:: Prompt ::
Where an entry below contains an image, skip the image and copy the rest exactly.
Segment Open
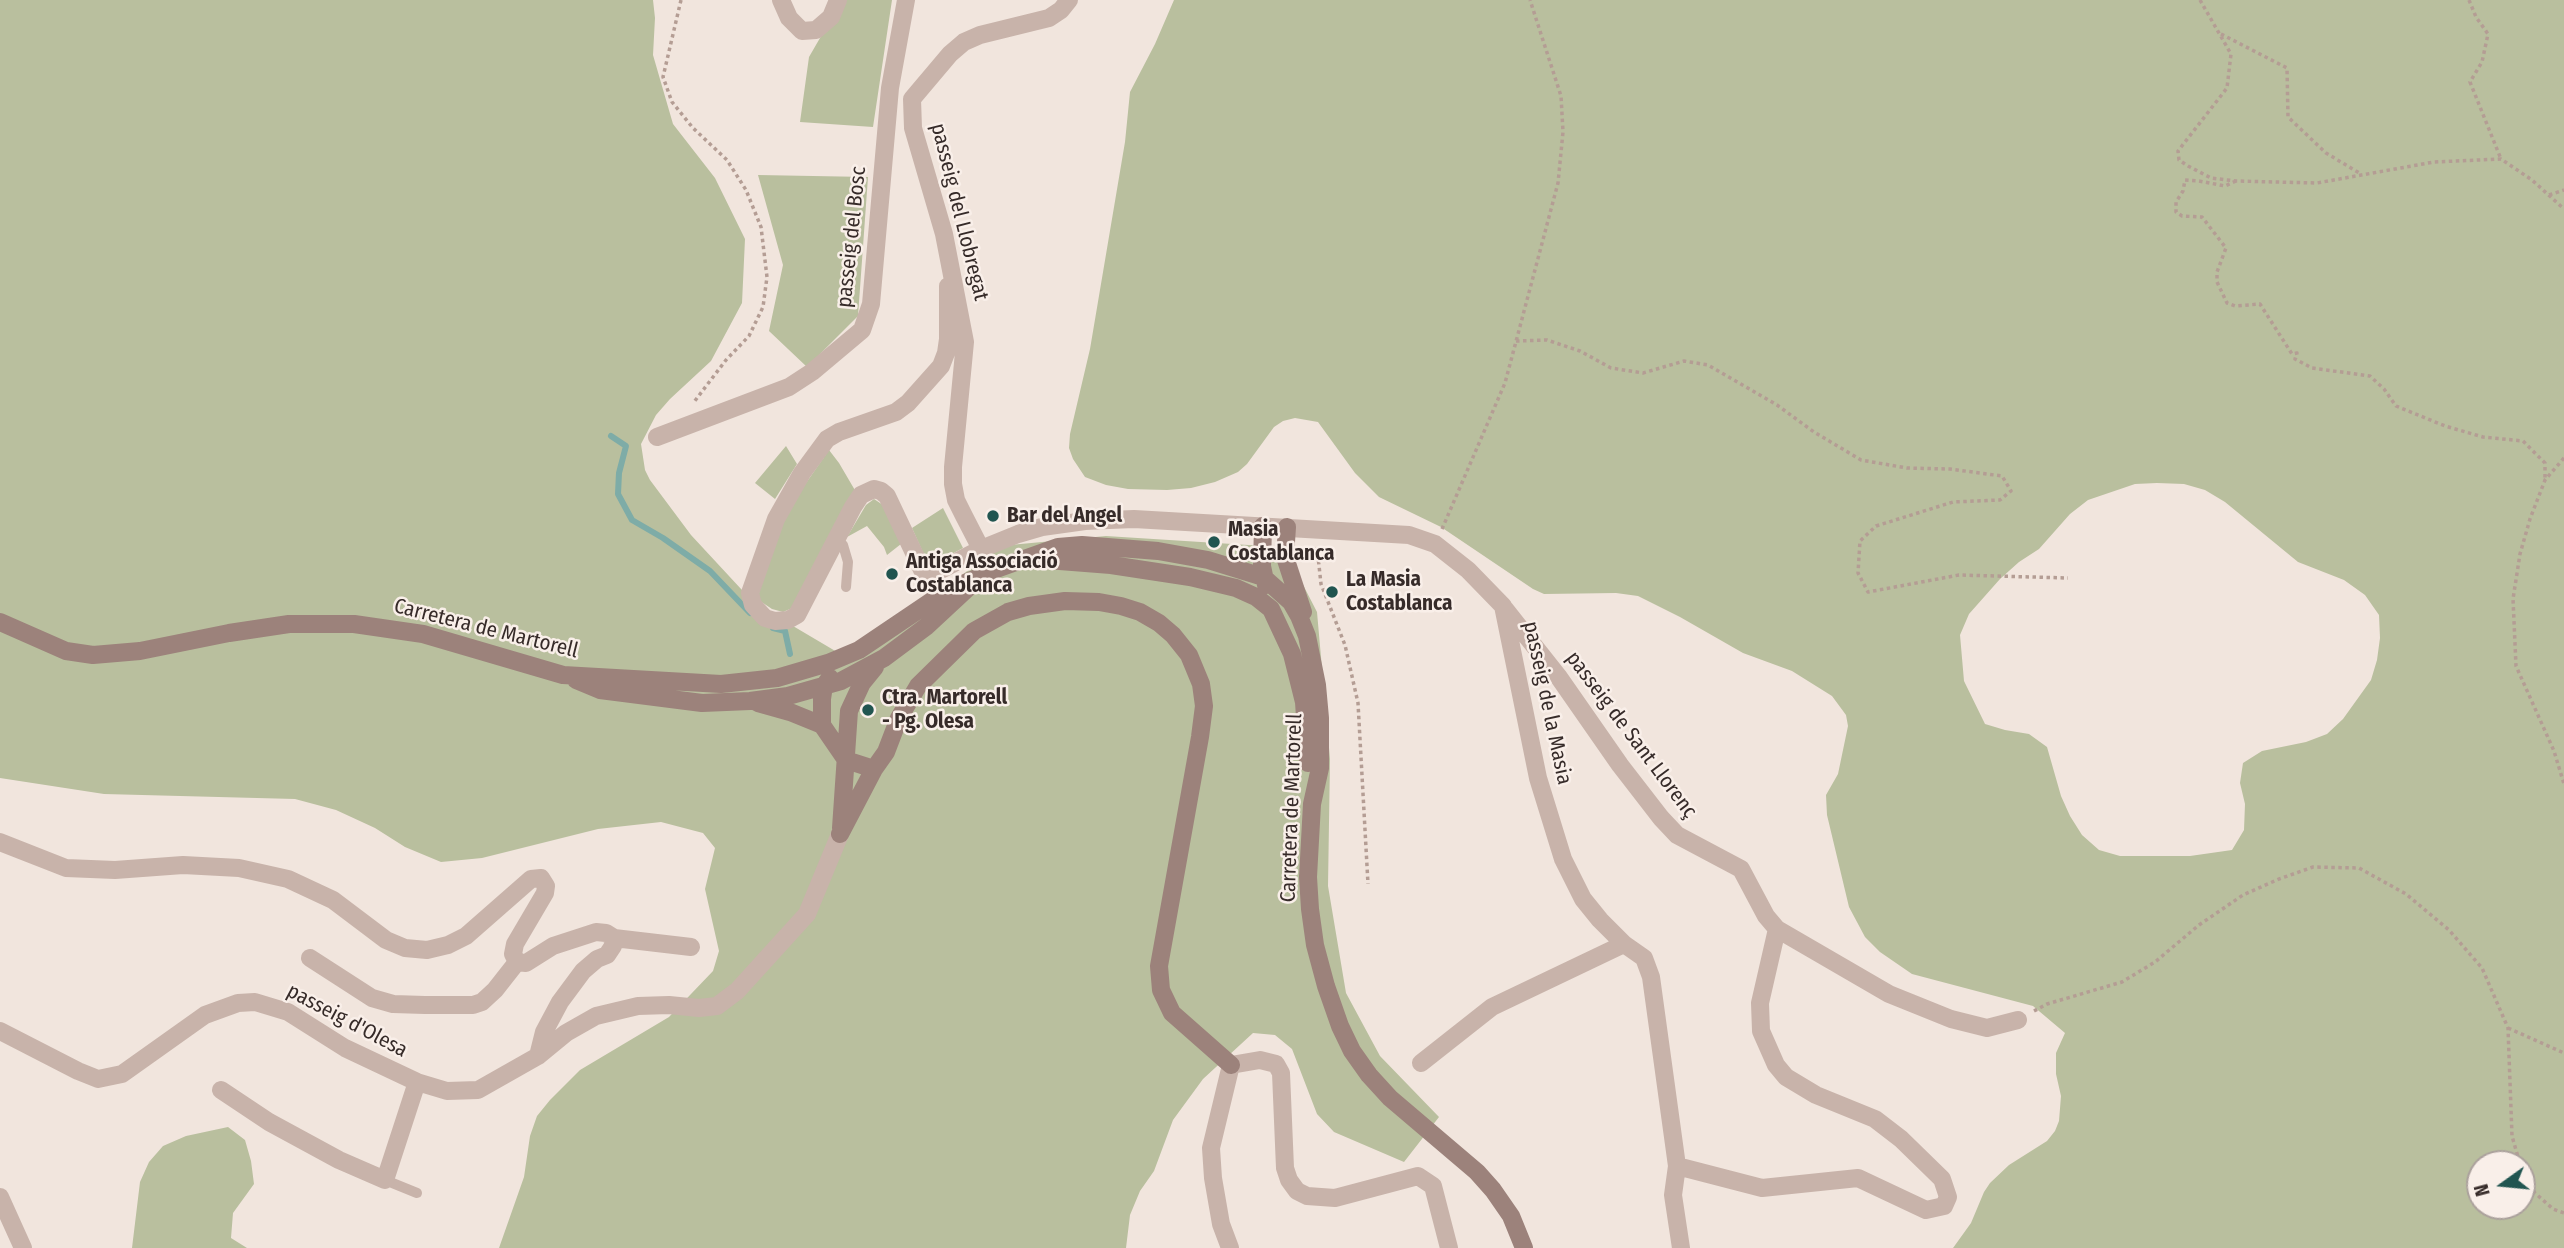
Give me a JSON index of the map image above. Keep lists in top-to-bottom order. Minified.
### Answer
{"streets":{"main road":["Carretera de Martorell"],"street":["passeig del Llobregat","passeig del Bosc","passeig de la Masia","passeig de Sant Llorenç","passeig d'Olesa"]},"crossings":[["passeig de la Masia","passeig de Sant Llorenç"]],"places":["Bar del Angel","Masia Costablanca","Antiga Associació Costablanca","La Masia Costablanca","Ctra. Martorell - Pg. Olesa"],"north":"left"}
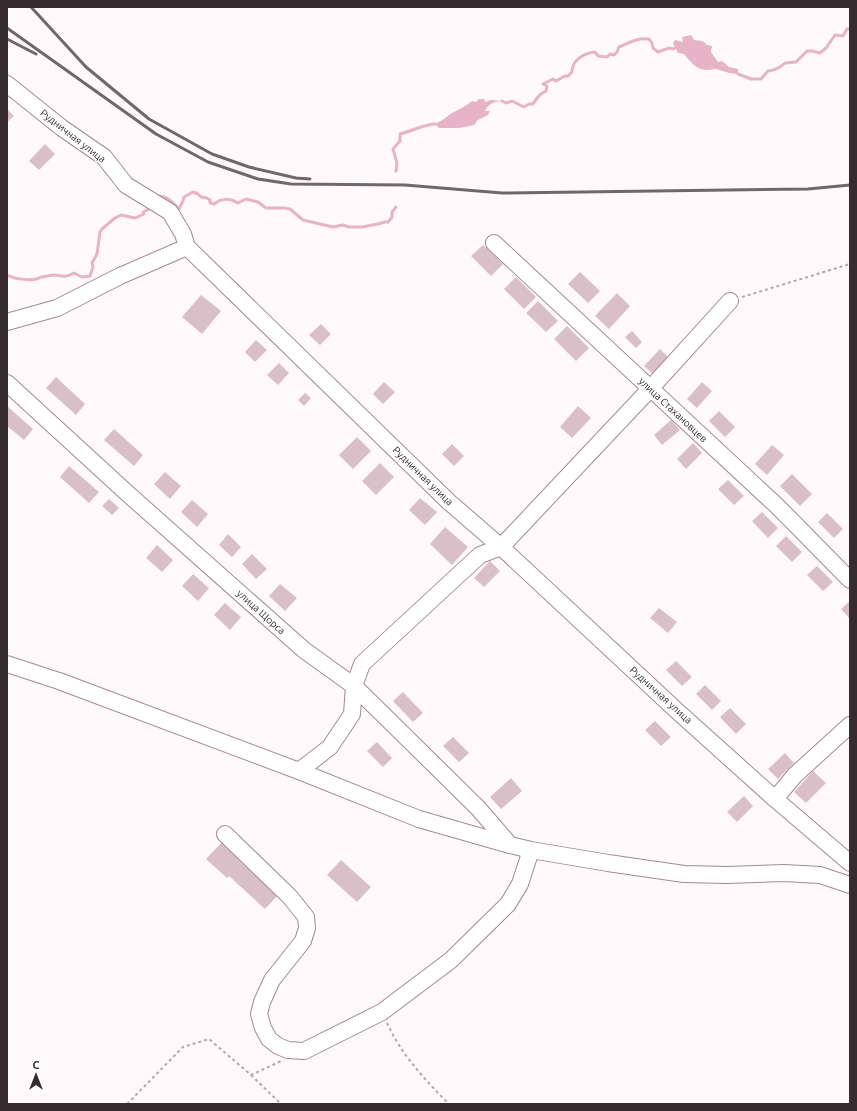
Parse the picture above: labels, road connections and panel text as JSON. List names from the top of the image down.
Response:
{
  "streets": {
    "street": ["Рудничная улица", "улица Стахановцев", "улица Щорса"]
  },
  "north": "top"
}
Segment Closed
:: Task solution ::
Give me a JSON index of the map image above. Keep lists in top-to-bottom order. Minified.
### Answer
{"streets":{"main road":["Carretera de Martorell"],"street":["passeig del Llobregat","passeig del Bosc","passeig de la Masia","passeig de Sant Llorenç","passeig d'Olesa"]},"crossings":[["passeig de la Masia","passeig de Sant Llorenç"]],"places":["Bar del Angel","Masia Costablanca","Antiga Associació Costablanca","La Masia Costablanca","Ctra. Martorell - Pg. Olesa"],"north":"left"}
Parse the picture above: labels, road connections and panel text as JSON. List names from the top of the image down.
Response:
{
  "streets": {
    "street": ["Рудничная улица", "улица Стахановцев", "улица Щорса"]
  },
  "north": "top"
}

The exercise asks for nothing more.